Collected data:
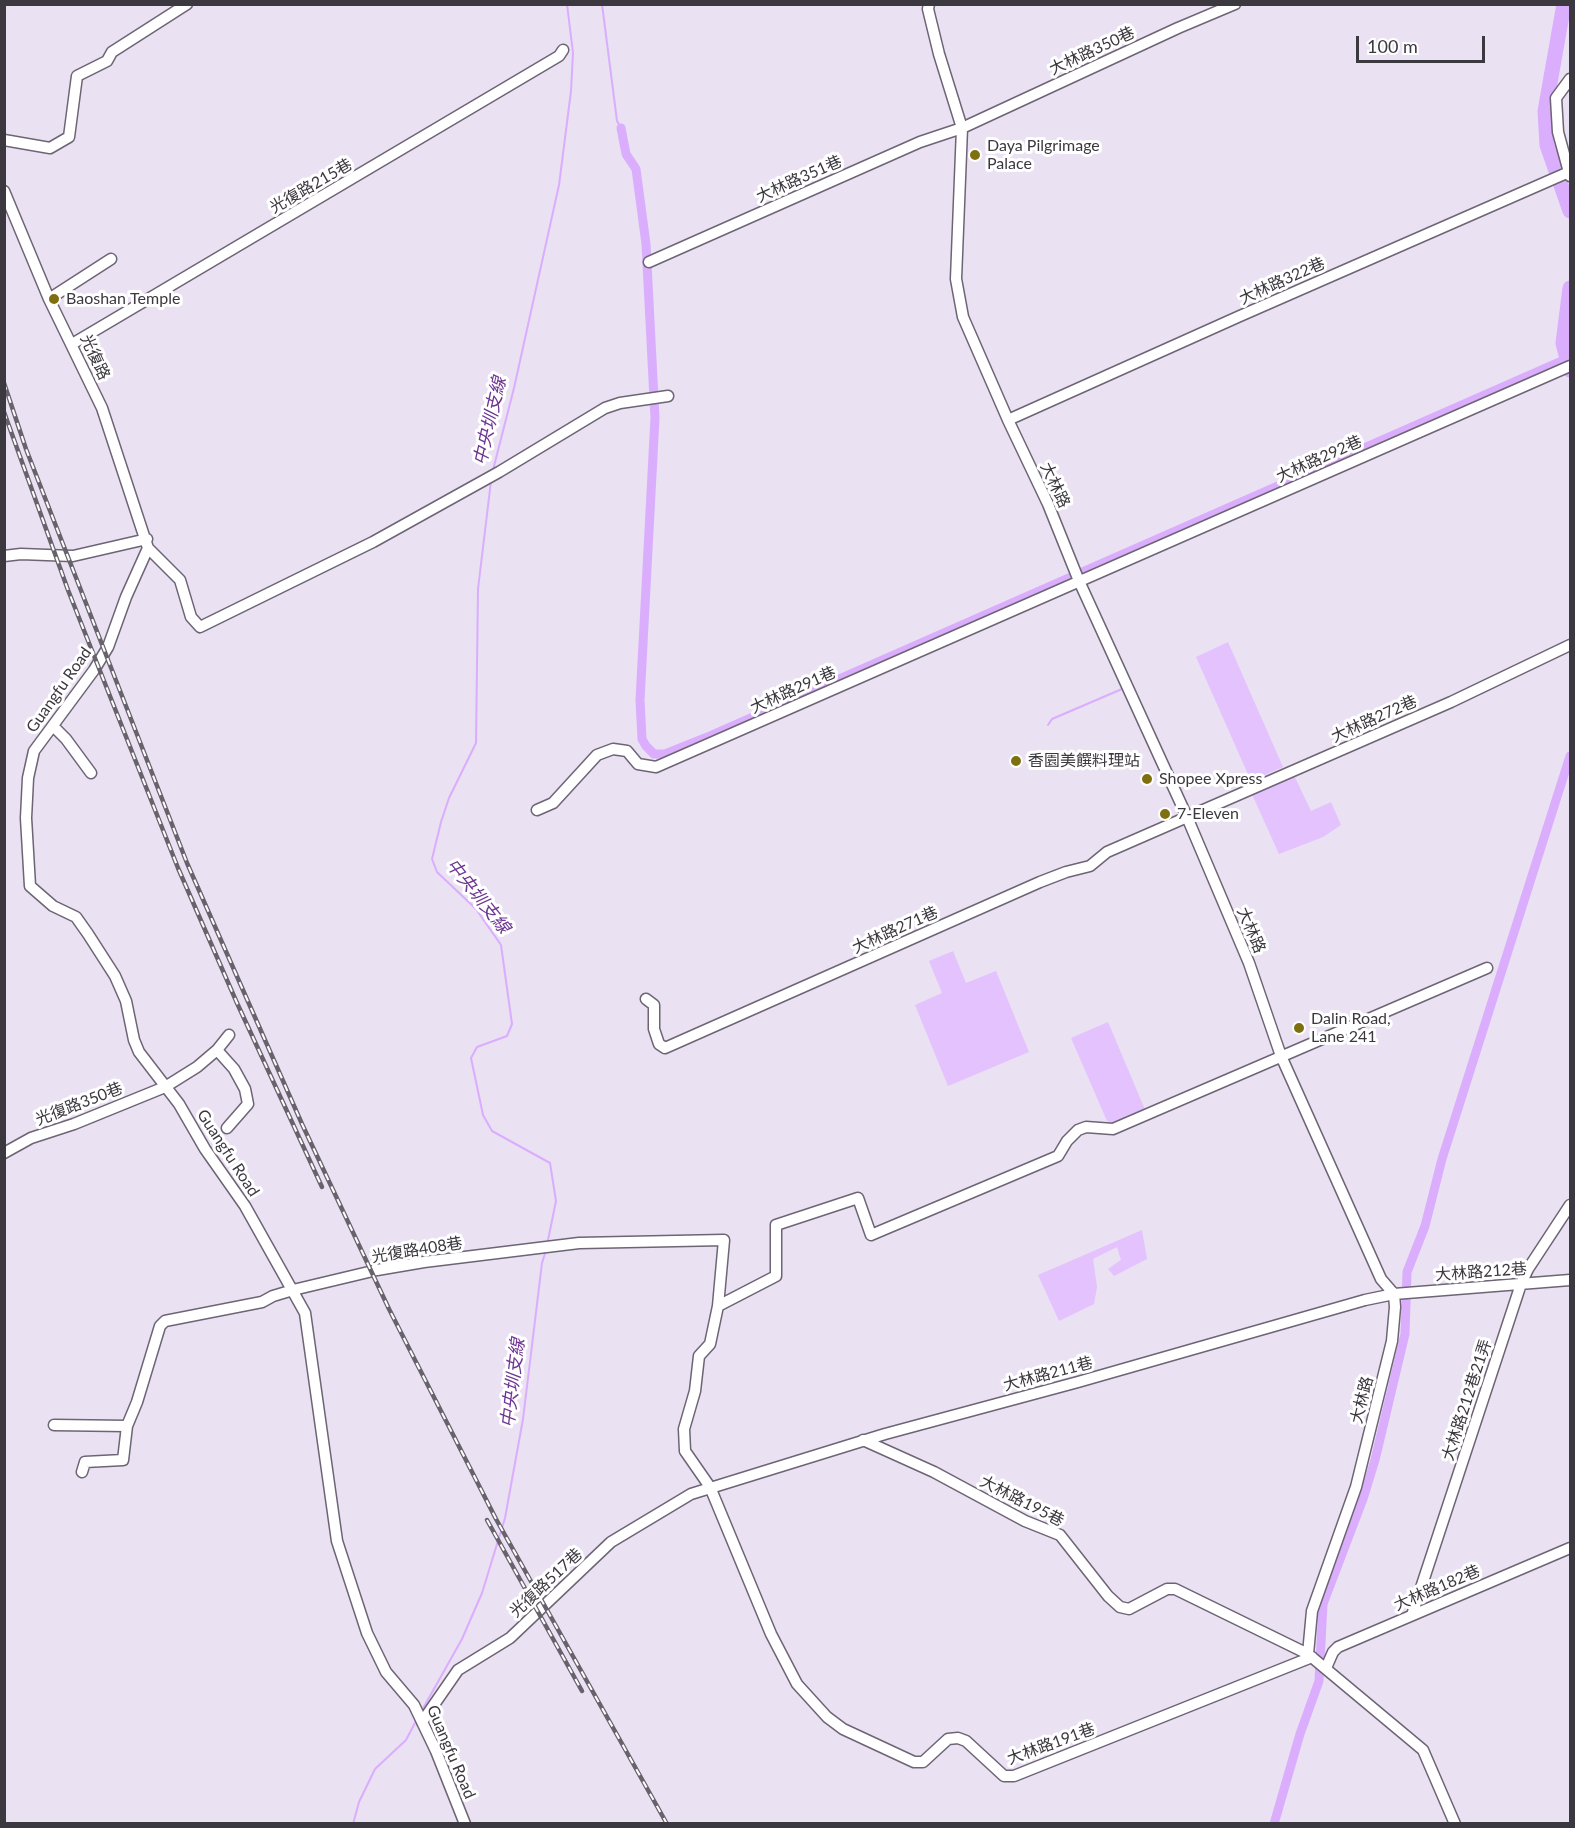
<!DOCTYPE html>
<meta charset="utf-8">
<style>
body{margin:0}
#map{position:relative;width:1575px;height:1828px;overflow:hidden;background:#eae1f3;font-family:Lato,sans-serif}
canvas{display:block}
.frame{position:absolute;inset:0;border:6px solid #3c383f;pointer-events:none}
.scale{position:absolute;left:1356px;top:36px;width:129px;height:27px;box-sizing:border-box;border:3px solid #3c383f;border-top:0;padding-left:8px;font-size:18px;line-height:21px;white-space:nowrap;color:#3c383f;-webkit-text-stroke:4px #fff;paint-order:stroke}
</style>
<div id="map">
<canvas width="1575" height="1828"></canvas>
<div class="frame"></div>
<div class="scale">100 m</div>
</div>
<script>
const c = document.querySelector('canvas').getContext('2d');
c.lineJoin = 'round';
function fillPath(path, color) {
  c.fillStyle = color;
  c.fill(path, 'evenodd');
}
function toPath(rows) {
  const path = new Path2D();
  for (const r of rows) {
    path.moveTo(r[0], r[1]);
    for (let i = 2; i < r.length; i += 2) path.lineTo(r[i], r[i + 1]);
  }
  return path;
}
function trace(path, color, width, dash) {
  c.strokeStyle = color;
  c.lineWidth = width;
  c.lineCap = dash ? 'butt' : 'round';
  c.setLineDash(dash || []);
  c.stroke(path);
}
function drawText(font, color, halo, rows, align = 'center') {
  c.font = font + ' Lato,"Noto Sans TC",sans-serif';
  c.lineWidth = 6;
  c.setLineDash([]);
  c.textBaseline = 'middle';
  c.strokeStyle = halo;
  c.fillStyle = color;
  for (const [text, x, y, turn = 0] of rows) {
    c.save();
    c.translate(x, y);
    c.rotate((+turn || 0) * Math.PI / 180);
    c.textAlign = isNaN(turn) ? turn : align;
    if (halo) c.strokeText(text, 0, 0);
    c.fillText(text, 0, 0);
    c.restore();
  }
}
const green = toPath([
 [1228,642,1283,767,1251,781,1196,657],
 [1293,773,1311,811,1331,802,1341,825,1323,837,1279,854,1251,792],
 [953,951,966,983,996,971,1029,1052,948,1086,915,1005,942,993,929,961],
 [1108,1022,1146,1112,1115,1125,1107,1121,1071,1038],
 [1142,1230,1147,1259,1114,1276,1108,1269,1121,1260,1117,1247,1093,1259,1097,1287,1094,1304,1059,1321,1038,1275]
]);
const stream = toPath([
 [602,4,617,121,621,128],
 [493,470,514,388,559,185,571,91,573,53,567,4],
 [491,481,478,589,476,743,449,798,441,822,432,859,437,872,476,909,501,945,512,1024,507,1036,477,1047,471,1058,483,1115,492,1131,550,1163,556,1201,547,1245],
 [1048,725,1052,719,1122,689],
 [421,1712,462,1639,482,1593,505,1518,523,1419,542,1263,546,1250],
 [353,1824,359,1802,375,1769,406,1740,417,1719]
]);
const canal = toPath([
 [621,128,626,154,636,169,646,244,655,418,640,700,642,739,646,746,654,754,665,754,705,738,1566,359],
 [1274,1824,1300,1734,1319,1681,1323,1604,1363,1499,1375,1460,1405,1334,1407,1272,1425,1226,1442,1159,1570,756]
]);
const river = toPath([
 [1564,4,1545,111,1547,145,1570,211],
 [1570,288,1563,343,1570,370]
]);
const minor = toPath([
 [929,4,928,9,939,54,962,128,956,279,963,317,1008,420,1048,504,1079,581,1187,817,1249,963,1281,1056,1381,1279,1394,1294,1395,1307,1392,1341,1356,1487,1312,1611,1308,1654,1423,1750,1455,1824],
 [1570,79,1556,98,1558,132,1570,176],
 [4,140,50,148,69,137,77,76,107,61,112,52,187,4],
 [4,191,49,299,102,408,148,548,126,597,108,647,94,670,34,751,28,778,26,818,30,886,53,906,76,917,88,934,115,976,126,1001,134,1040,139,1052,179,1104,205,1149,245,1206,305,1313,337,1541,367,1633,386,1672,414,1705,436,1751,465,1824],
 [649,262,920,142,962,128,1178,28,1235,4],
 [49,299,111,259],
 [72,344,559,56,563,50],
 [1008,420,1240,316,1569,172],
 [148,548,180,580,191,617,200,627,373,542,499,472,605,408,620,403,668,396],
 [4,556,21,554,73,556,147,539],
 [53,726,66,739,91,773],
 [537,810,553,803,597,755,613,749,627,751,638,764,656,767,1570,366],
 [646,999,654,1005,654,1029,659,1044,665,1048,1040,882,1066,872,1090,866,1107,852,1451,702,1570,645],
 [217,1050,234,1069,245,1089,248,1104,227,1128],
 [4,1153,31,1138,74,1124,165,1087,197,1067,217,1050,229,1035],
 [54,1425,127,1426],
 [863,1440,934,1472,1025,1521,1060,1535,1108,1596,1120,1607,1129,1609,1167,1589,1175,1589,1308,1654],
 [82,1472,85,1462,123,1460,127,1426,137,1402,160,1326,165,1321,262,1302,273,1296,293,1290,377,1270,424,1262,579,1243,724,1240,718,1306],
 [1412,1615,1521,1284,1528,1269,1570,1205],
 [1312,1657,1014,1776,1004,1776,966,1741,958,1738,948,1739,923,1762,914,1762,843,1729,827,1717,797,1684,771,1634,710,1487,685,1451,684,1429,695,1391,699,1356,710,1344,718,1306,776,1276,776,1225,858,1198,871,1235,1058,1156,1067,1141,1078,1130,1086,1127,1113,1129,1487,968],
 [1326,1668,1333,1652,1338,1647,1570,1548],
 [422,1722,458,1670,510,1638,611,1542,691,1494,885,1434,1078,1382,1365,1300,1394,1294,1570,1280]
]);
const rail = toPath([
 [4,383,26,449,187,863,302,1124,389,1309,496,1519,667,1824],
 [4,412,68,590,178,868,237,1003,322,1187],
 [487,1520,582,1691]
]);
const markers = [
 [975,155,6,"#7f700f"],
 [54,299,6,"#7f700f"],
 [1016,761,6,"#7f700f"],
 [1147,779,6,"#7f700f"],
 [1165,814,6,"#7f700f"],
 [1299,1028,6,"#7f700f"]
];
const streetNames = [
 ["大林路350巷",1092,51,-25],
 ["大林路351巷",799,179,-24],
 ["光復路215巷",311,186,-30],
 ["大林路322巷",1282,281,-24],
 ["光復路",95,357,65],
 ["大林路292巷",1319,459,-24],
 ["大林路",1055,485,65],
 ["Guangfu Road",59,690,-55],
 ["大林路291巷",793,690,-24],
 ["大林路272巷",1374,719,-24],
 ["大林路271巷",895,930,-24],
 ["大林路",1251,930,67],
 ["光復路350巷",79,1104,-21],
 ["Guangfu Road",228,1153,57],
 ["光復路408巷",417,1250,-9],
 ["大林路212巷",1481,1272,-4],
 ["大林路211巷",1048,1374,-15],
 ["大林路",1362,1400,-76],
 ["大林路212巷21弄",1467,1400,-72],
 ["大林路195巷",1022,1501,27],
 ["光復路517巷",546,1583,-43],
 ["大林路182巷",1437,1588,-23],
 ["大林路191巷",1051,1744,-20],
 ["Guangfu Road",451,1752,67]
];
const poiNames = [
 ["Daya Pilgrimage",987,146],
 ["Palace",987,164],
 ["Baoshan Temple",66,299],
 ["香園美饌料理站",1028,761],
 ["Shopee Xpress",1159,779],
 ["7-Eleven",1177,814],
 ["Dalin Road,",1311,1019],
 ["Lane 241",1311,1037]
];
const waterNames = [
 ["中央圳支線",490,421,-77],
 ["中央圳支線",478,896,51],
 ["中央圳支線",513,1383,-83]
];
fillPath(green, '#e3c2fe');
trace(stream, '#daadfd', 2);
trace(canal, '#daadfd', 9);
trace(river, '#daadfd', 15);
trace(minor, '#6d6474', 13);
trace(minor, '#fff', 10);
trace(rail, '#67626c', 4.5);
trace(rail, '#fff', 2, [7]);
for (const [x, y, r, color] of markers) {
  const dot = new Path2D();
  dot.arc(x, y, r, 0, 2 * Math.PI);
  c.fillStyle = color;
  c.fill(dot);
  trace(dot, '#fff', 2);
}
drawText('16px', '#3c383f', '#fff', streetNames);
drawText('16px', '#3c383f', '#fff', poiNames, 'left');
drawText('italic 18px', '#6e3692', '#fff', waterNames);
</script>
--
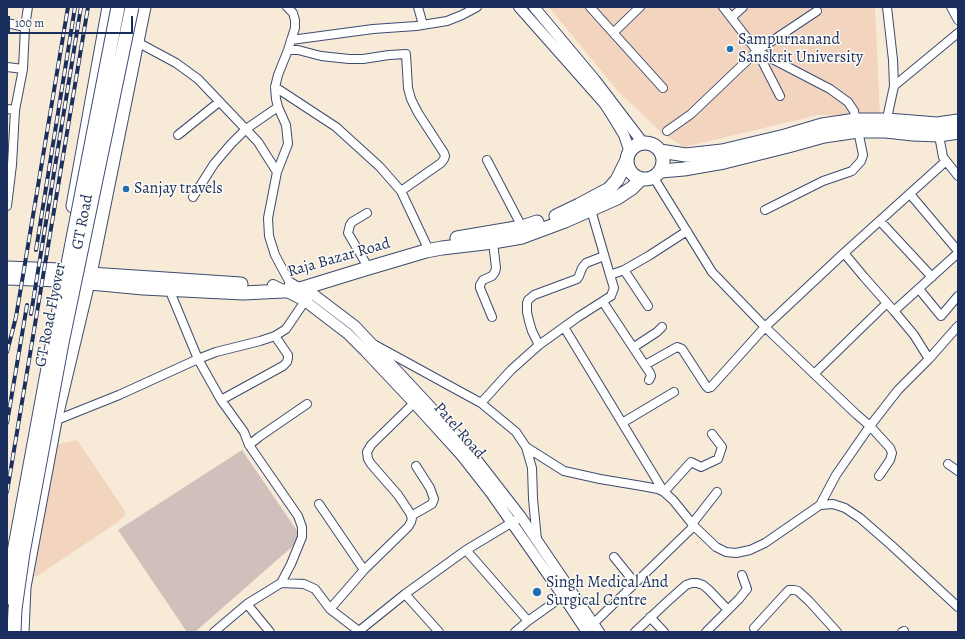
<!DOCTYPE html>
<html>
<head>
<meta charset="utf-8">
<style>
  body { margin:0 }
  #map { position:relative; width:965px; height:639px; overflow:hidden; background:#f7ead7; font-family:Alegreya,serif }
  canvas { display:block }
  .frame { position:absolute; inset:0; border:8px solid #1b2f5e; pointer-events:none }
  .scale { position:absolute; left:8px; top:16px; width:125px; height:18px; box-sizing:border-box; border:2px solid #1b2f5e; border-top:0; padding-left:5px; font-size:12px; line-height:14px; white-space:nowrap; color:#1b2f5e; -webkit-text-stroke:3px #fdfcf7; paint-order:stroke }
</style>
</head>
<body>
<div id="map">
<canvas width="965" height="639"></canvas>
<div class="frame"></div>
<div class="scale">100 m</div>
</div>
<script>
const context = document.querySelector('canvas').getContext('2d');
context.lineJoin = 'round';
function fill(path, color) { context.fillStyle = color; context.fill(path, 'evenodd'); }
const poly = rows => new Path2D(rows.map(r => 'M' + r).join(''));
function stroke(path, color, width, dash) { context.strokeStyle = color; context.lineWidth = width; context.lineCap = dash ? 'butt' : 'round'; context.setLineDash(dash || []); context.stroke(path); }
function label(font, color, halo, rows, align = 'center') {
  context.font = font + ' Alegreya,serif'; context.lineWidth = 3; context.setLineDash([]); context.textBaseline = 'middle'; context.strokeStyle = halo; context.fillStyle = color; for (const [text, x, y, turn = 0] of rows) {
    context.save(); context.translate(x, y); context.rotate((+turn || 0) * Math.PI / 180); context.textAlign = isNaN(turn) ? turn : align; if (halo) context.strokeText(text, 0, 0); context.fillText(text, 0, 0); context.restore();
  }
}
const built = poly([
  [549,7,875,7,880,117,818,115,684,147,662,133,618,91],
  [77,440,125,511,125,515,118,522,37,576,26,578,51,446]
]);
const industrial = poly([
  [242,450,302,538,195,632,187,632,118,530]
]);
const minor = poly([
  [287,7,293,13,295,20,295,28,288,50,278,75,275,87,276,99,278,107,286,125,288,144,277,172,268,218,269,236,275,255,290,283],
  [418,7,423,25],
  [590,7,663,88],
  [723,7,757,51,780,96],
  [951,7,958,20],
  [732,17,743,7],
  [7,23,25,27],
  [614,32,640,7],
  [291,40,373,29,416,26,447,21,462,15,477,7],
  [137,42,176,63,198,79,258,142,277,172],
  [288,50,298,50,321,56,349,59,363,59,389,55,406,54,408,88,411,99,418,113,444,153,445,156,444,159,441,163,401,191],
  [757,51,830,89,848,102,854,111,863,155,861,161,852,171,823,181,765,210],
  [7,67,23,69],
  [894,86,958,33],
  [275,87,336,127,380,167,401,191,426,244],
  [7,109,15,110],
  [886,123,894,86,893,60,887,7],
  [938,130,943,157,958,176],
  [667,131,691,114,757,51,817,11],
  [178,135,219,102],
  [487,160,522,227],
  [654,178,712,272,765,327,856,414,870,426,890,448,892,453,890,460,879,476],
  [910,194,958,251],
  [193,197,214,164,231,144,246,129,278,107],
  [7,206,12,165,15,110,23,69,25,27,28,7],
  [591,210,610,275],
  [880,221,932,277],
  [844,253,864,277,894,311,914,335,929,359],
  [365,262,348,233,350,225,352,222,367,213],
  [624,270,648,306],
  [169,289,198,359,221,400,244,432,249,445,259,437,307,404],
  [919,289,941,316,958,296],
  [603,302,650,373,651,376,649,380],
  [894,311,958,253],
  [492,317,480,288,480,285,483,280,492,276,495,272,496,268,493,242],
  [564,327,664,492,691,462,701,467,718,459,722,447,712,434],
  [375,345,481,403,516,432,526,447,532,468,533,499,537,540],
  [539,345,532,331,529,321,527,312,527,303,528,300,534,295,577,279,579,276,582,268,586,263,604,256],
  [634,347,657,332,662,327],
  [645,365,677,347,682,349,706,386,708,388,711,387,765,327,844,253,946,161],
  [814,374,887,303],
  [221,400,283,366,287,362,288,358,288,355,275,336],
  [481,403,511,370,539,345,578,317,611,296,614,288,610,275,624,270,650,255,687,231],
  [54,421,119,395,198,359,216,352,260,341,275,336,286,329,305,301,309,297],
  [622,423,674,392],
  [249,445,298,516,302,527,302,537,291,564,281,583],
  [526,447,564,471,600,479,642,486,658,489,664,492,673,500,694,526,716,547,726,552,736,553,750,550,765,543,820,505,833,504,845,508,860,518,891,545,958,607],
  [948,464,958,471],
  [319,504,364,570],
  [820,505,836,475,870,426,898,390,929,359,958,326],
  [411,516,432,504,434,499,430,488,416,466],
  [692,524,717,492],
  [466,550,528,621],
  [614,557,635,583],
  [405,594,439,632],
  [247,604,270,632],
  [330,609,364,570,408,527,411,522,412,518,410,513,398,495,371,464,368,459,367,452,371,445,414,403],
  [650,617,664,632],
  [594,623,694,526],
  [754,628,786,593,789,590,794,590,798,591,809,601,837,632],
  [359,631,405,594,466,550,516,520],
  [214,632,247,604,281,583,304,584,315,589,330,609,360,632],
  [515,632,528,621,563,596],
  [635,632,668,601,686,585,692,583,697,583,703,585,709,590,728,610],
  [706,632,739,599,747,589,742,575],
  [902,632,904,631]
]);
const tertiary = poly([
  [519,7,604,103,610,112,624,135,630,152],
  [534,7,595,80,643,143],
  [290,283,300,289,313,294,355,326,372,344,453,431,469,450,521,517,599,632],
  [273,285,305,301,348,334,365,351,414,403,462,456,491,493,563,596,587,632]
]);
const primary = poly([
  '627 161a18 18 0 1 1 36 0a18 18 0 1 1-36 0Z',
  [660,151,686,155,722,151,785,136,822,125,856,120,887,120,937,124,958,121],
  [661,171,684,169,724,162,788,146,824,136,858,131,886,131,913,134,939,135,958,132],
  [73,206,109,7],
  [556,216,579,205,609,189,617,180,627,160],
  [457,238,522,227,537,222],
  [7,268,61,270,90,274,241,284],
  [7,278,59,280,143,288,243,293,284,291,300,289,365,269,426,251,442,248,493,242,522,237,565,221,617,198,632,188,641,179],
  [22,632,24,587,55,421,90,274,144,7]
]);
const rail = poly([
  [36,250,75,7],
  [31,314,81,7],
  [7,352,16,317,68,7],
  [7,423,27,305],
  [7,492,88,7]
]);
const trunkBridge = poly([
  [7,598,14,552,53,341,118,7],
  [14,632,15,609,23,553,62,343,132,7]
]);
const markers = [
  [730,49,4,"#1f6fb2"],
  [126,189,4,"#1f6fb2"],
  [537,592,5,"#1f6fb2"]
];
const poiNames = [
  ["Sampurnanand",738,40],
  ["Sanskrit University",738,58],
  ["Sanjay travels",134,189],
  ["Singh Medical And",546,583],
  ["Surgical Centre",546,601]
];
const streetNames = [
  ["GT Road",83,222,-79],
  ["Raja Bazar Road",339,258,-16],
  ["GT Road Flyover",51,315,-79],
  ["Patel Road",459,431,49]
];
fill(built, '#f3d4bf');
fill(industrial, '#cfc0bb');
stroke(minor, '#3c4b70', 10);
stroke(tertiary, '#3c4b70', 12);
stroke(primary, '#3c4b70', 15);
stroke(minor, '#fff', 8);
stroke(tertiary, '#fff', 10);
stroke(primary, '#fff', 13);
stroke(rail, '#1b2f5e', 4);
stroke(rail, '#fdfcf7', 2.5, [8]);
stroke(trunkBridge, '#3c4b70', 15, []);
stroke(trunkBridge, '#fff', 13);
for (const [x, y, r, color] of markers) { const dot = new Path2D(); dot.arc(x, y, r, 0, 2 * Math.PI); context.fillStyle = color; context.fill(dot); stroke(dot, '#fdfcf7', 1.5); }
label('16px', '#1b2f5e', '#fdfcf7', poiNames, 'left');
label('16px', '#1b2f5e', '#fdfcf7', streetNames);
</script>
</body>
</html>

[ACTIVITY]
Given the word "evenodd", show every line of the records that contains it.

[TASK RESPONSE]
  c.fill(path, 'evenodd');
function fill(path, color) { context.fillStyle = color; context.fill(path, 'evenodd'); }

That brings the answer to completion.